All fifty states will not carry the US economy to a recovery, if it can recover entirely at all. A careful look at the patterns of aging, births, and population movement shows that nearly 20 states are hampered financially by either old populations, which are getting older, or younger populations, which are poor and generally getting poorer.
The composition of the American population has changed radically over the last ten years. Most of the reasons have been well-articulated. Baby Boomers are reaching retirement age in greater numbers and will do so for another several years. Large numbers of immigrants, both illegal and legal, have entered the US and continue to do so. Many of these immigrants cannot find jobs at pay levels above the median income of the states where they live. And, unfortunately, it is minorities and the young who are especially vulnerable to unemployment. In some states, the increase of the population under 18 is especially rapid which means the jobless rate in these states is not likely to rebound quickly as the economy rebounds.
24/7 Wall St. analyzed the states with the highest portions of their residents over 65 and under 18. The federal government uses these age groups to differentiate among the young, the working-age population, which are between 19 and 64, and the old. Our goal was to determine how economic trends have affected population migration and how this has caused changes in the economies of many states. Some states have simply stagnated such as Rhode Island. The number of people in Rhode Island has remained steady over the last decade. But, the population has aged because of low birth rates and an increase in older adults. Other states such as Nevada have had a large influx of younger people. But, many people in Nevada have been hurt by the collapse of the housing market and high unemployment. The state may have gained population, but the population lacks money and jobs.

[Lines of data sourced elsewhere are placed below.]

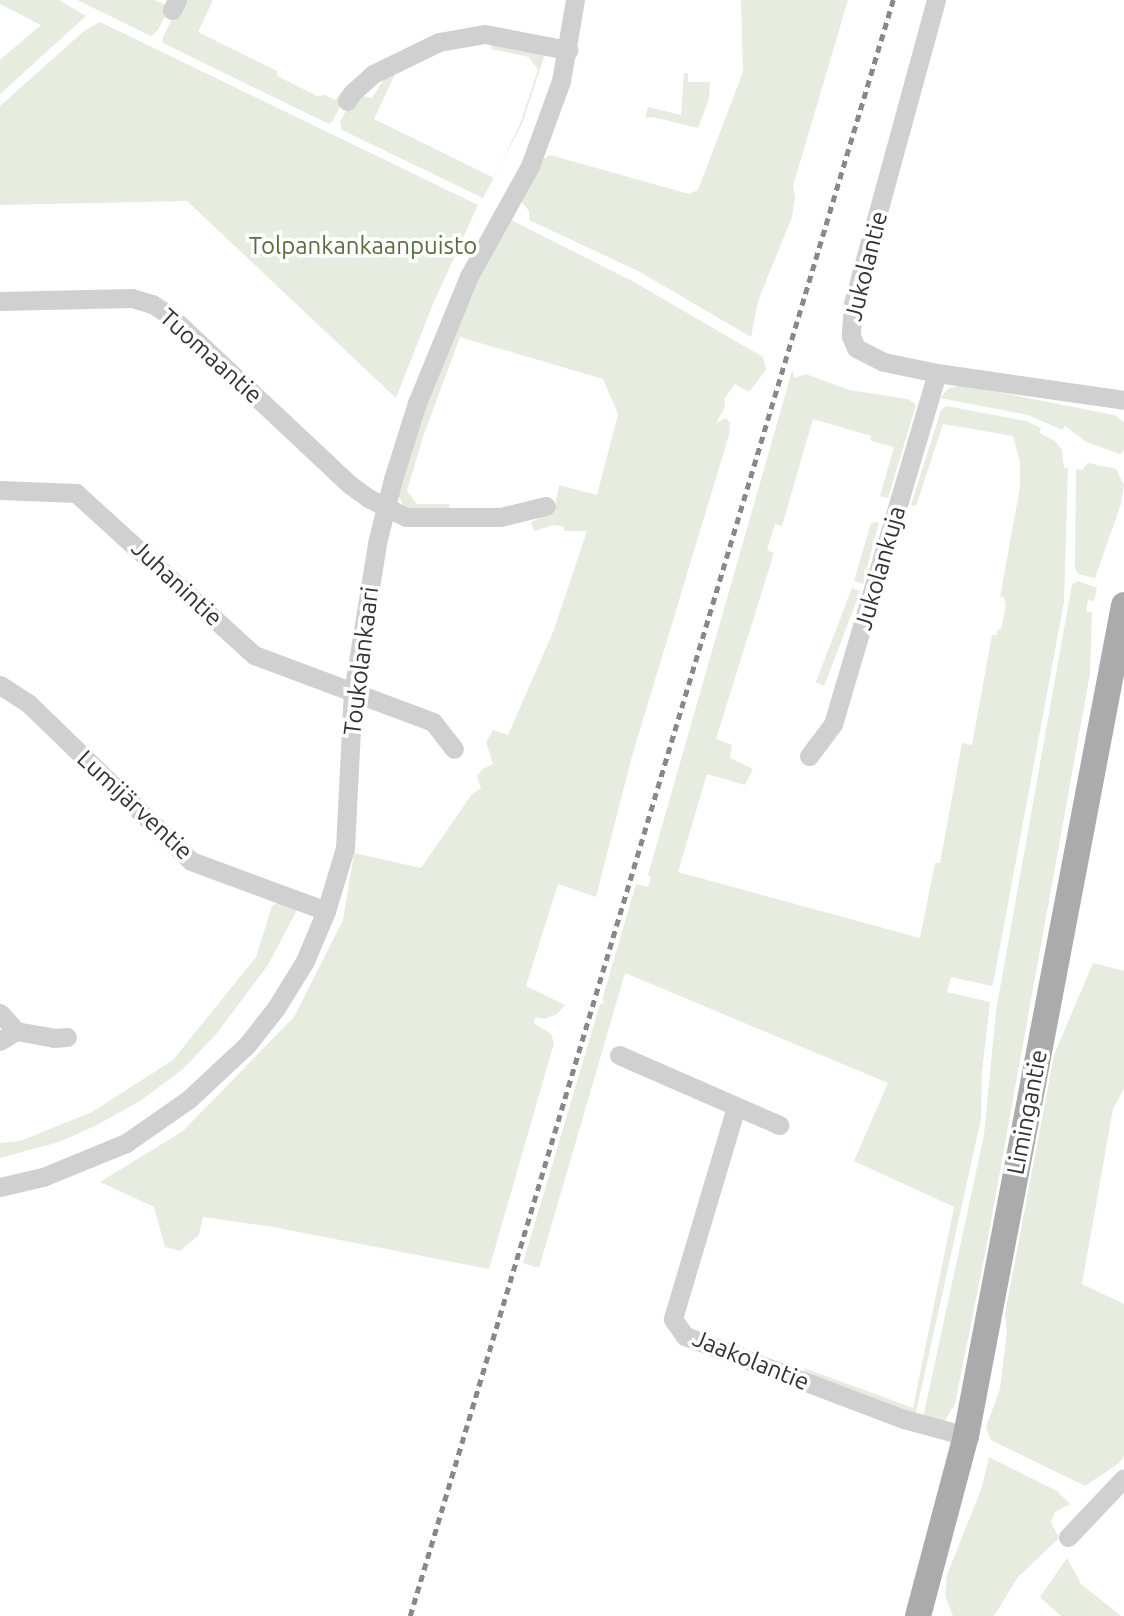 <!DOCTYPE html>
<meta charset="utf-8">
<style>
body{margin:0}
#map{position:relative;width:1124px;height:1616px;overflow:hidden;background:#fff;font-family:Ubuntu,sans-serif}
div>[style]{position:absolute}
.green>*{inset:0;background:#e6ecdf;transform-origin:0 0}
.minor>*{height:19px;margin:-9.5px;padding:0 9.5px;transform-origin:9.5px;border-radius:9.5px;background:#d0d0d0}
.major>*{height:26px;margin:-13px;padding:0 13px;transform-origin:13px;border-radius:13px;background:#ababab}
.rail>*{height:4.5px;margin-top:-2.25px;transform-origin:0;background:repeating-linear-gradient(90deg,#888 0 7px,transparent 0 12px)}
span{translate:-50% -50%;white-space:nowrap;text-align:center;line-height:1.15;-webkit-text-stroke:7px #fff;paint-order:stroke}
.park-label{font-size:24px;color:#56703f}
.street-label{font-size:24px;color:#333}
</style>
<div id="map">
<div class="green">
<div style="clip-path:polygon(0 0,59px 0,86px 16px,0 94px,0 60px,41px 25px,0 4px)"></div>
<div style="clip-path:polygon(77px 0,154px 0,167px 5px,169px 9px,158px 30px,151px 36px)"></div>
<div style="clip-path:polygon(181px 0,213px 0,198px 32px,277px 71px,277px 76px,317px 96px,325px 95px,335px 100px,342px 91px,345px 97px,332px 122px,329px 124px,163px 43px,163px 37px)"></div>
<div style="clip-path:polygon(741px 0,848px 0,793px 186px,795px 198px,792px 217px,758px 301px,751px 337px,640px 272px,529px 220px,529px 211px,521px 201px,543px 159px,550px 155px,689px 194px,698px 190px,743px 72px)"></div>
<div style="clip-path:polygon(100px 22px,478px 205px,433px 304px,396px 398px,187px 201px,0 205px,0 106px,84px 31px)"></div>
<div style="clip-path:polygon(493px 41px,546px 51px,522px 124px,483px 198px,342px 130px,340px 122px,349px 105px,362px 96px,372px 98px,386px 76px,397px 70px,374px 119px,494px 178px,520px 124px,538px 70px,529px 57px,491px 49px)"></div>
<div style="clip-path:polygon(684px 73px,688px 73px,688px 82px,710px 82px,709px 99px,698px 128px,653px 117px,645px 118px,648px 107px,681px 115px)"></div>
<div style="clip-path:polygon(511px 220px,634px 282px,763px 357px,766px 370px,749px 392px,735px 384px,724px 399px,725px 407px,716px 423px,726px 418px,730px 423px,729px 435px,632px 756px,596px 897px,558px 884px,526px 986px,565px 1005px,557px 1014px,545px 1019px,535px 1017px,534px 1023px,551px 1034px,554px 1043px,489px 1269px,273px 1227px,203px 1217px,199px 1235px,180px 1251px,165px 1247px,154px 1207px,100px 1182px,183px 1131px,294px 1017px,343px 920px,354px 853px,421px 868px,472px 794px,481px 788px,477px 776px,483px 769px,493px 764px,486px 742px,493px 730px,508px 735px,553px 632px,587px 531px,564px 531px,564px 527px,554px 525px,534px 531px,531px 522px,554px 512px,559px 485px,597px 495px,618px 414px,603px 379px,460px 337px,423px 437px,407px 491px,417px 504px,449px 504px,449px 511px,410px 510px,403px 505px,398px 495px,424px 406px,501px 223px)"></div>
<div style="clip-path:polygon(792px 371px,795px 378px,806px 374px,849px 390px,908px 399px,916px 405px,888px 498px,880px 496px,894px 447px,871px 441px,871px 436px,813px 419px,782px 526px,775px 524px,767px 550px,774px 553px,716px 739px,732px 745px,730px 758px,753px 769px,745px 785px,707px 774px,678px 872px,920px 938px,935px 863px,940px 863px,962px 743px,972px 745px,992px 635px,996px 635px,998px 629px,1001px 629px,1006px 605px,1004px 598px,1000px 597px,1020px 487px,1020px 463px,1013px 436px,943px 424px,916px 506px,911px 505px,941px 410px,946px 406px,1026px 421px,1041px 428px,1039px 433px,1055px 441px,1062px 450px,1064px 468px,1068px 468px,1064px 602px,994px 979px,992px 986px,951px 977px,947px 992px,990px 1002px,982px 1072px,981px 1119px,915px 1417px,807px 1376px,804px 1368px,913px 1408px,954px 1207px,854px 1161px,888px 1083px,625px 973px,539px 1268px,523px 1263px,600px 1004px,605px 1003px,602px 1000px,636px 884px,648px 887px,651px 877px,648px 875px)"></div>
<div style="clip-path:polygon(962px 385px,1114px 415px,1124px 422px,1124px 450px,1120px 454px,1086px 442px,1065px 426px,1062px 430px,1028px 415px,940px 398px,948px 389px)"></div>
<div style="clip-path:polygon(1088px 463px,1116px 469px,1124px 485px,1121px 504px,1095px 578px,1078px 574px,1075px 569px,1076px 469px,1082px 470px)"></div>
<div style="clip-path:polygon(879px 522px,863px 584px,854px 581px,871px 523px)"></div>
<div style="clip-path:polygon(1078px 581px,1097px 588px,1094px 601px,1088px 600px,1086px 611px,1092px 612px,1090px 674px,985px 1254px,955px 1404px,944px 1422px,923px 1418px,984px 1135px,996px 1011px,1072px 584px)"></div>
<div style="left:852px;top:588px;width:9px;height:101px;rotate:21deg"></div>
<div style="clip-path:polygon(281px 901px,298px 908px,268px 965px,217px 1033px,183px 1069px,140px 1101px,97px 1125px,59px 1142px,0 1158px,0 1143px,20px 1141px,92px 1112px,173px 1060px,256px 957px,272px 906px)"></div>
<div style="clip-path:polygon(1093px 963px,1124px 971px,1124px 1089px,1113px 1109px,1082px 1284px,1124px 1304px,1124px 1456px,1119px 1463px,1085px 1486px,991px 1440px,986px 1427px,1000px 1389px,1007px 1332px,1005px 1314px,1054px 1055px)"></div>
<div style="clip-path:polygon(989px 1457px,1057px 1491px,1070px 1504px,1055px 1512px,1051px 1522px,1059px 1538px,1018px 1577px,994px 1616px,953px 1616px,945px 1595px,947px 1575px,982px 1487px)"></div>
<div style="clip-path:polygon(1067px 1558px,1081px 1584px,1121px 1616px,1061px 1616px,1040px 1597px)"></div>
</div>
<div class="minor">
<div style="left:936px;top:0;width:315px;rotate:105.3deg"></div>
<div style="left:853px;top:304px;width:32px;rotate:94deg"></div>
<div style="left:851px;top:336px;width:13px;rotate:67deg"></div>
<div style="left:856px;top:348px;width:31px;rotate:27deg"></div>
<div style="left:884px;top:362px;width:54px;rotate:11.7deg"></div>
<div style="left:937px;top:373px;width:189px;rotate:8.2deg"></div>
<div style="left:172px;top:10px;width:11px;rotate:-63deg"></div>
<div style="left:347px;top:101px;width:9px;rotate:-58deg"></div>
<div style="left:352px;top:93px;width:28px;rotate:-42deg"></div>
<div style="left:373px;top:74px;width:73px;rotate:-25.9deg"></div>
<div style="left:439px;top:42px;width:47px;rotate:-9.9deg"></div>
<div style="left:485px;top:34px;width:85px;rotate:10.9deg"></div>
<div style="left:0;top:301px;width:132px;rotate:-1.3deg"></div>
<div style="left:132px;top:298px;width:21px;rotate:17deg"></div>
<div style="left:152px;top:304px;width:19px;rotate:32deg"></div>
<div style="left:168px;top:314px;width:248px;rotate:43.2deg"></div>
<div style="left:349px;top:484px;width:24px;rotate:36deg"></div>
<div style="left:368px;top:498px;width:42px;rotate:26.6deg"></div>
<div style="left:406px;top:517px;width:94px"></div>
<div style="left:500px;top:517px;width:47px;rotate:-13.4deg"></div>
<div style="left:0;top:490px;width:76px;rotate:2.3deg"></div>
<div style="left:76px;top:493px;width:241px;rotate:42.3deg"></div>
<div style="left:254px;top:655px;width:191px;rotate:20.5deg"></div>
<div style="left:433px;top:722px;width:34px;rotate:52deg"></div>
<div style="left:0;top:685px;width:33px;rotate:33deg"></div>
<div style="left:28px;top:703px;width:227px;rotate:44.1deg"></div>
<div style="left:191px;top:861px;width:144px;rotate:20.3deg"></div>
<div style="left:809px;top:756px;width:40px;rotate:-53deg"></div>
<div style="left:833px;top:724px;width:366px;rotate:-73.5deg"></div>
<div style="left:0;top:1013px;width:24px;rotate:48deg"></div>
<div style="left:16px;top:1031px;width:19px;rotate:148deg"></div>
<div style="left:16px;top:1031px;width:39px;rotate:10deg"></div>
<div style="left:54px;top:1038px;width:13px;rotate:-4deg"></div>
<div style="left:619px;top:1055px;width:175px;rotate:23.6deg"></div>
<div style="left:736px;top:1107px;width:221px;rotate:106.6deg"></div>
<div style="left:673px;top:1319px;width:21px;rotate:55deg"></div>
<div style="left:685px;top:1336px;width:234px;rotate:20.8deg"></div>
<div style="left:904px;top:1419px;width:64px;rotate:15.3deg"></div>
<div style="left:0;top:1187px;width:44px;rotate:-13.1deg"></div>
<div style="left:43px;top:1177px;width:90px;rotate:-22.3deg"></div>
<div style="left:126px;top:1143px;width:77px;rotate:-34.9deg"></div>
<div style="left:189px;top:1099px;width:79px;rotate:-43deg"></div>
<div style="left:247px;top:1045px;width:47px;rotate:-51.9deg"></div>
<div style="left:276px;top:1008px;width:55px;rotate:-58.3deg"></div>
<div style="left:305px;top:961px;width:54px;rotate:-67.2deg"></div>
<div style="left:326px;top:911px;width:66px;rotate:-73.2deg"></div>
<div style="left:345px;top:848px;width:156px;rotate:-87.1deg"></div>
<div style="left:353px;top:692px;width:151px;rotate:-80.8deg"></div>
<div style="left:377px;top:543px;width:66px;rotate:-76deg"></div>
<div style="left:393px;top:479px;width:80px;rotate:-72.5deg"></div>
<div style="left:417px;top:403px;width:137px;rotate:-67.7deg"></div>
<div style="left:469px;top:276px;width:126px;rotate:-61deg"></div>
<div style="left:530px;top:166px;width:90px;rotate:-70deg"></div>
<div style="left:561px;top:81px;width:82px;rotate:-80.2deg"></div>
<div style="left:1068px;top:1537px;width:81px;rotate:-46.5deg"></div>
</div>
<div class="major">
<div style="left:918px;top:1616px;width:186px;rotate:-75.1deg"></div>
<div style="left:966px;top:1436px;width:846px;rotate:-79.23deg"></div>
</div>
<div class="rail">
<div style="left:410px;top:1616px;width:1687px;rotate:-73.36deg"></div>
</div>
<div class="park-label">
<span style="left:363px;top:246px">Tolpankankaanpuisto</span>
</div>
<div class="street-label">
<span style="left:866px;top:266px;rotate:-76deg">Jukolantie</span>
<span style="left:211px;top:356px;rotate:42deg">Tuomaantie</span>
<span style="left:880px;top:568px;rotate:-74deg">Jukolankuja</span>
<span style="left:177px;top:583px;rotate:43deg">Juhanintie</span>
<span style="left:361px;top:661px;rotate:-83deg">Toukolankaari</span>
<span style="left:135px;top:805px;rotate:43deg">Lumijärventie</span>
<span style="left:1027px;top:1112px;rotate:-79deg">Limingantie</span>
<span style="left:751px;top:1360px;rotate:22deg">Jaakolantie</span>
</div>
</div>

Most states with older populations are usually in the Northeast or in areas with warm climates such as Florida. For reasons which are not well-understood but might be guessed at, young people are have not moved in large numbers to sparsely populated states such as Montana, North Dakota, or Maine and older residents are not leaving in great numbers. Their residents tend to be white, middle-aged, and live in areas where there is not a great deal of competition for jobs. Also, there are not many jobs either.
Click Here To See Larger Chart of Population Growth 2000-2010
The irony of the employment success of many of the states with older residents is that their strength will eventually become their Achilles’ Heel. Once aging adults retire, they will not be easily replaced by younger workers. The burdens on pensions and other retirement programs will balloon. A stagnant employment base will undercut tax receipts. It is a situation that these states have no way to avoid, other than with the hope that those who are 65 and older will work until they are well over 70 to help maintain a tax base and defer some retirement costs.
The financial problems of younger states is worse still. A quarter of Arizona’s population is under 18. That population grew the second most rapidly among all states from 2000 to 2010. Arizona’s residents who are foreign-born citizens increased from 646,000 in 2000 to more than one million in 2008. There is no accurate count of illegal immigrants who live in the state, but they certainly number in the tens of thousands. The construction industry in the state is one of its largest, but home values have collapsed and with them so has the building industry. The construction sector tends to employ younger workers.